Upon hearing the news, the girls cried and I tried lovingly to console them and to make sense of what had happened.  Brian was faced with the painful task of rounding up the dead birds and placing their broken bodies into a large garbage bag to be dealt with later.  He was moved to tears, too, in compassion for the birds as well as empathy for the sadness his daughters were feeling.  We’d lost hens before to predators and thought we had all grown a little more detached from the inevitable occasional occurrence, but this loss felt worse.  For one thing, many of these hens had been shown at the County Fair last season and had won lots of ribbons and prizes, and apparently we were more attached to them than we had realized.  And then there was just the feeling of being violated that comes when a predator enters what you had regarded as a safe space.

I really didn’t think the girls would be able to pull themselves together quickly enough to finish getting ready and out the door for the race within the time we had allotted.  But they really wanted to show their support for their teacher and got it together in time to make it to the race.  While it was chilly and gloomy, they were determined to carry on in honor and celebration of the occasion.

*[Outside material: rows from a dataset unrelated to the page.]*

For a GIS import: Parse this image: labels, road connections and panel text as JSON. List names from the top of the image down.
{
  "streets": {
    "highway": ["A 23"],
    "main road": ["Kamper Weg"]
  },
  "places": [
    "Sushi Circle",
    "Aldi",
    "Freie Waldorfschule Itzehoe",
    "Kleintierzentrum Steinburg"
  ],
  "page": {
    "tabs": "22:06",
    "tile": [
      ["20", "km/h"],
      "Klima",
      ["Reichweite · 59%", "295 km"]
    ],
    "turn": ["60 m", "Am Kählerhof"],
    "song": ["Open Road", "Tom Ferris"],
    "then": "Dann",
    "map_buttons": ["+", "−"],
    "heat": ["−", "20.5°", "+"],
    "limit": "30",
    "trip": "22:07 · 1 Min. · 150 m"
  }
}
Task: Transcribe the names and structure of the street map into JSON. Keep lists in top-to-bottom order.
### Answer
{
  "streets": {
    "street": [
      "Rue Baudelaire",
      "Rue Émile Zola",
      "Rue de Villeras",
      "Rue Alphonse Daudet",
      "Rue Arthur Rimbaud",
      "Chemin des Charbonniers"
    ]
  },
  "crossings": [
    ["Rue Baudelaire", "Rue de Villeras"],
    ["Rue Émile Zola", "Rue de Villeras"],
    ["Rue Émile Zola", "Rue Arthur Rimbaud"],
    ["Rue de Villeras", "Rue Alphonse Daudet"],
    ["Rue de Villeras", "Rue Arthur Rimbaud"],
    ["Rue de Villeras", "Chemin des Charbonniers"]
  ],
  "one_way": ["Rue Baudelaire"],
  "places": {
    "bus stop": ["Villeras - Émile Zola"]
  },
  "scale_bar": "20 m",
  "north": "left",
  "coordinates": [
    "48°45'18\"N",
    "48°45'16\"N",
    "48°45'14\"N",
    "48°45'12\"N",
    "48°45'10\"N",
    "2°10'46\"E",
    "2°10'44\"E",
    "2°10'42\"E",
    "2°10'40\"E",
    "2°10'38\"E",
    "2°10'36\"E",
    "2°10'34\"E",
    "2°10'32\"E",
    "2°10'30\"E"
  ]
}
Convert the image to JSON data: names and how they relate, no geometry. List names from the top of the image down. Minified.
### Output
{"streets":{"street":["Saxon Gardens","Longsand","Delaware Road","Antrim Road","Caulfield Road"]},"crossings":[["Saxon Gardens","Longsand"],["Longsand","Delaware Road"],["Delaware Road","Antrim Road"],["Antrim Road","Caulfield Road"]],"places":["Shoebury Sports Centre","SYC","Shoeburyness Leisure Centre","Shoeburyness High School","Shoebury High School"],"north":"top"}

At the start of the race, they were greeted by a wonderful and warming sight.  The beloved teacher whom they’d worried about for so long and who had been given only a 7% chance of survival months earlier, was there with his wife, also a teacher at the school, and he was beaming from ear to ear at the sight of all these supporters.  Another teacher was with him and was crying for joy at the fact that her friend and colleague had made it and was on the road to recovery. 

Although we were all still gloomy and sad about our losses for the rest of the weekend, which was not helped by the cool, cloudy and damp weather, we found moments of happiness and celebration every time we considered the bigger picture.  Imagining what our teacher and his family had been going through for months, and the jubilation all that knew and loved them were feeling as a result of his courage and perseverance through this ordeal, sure helped to put things into perspective.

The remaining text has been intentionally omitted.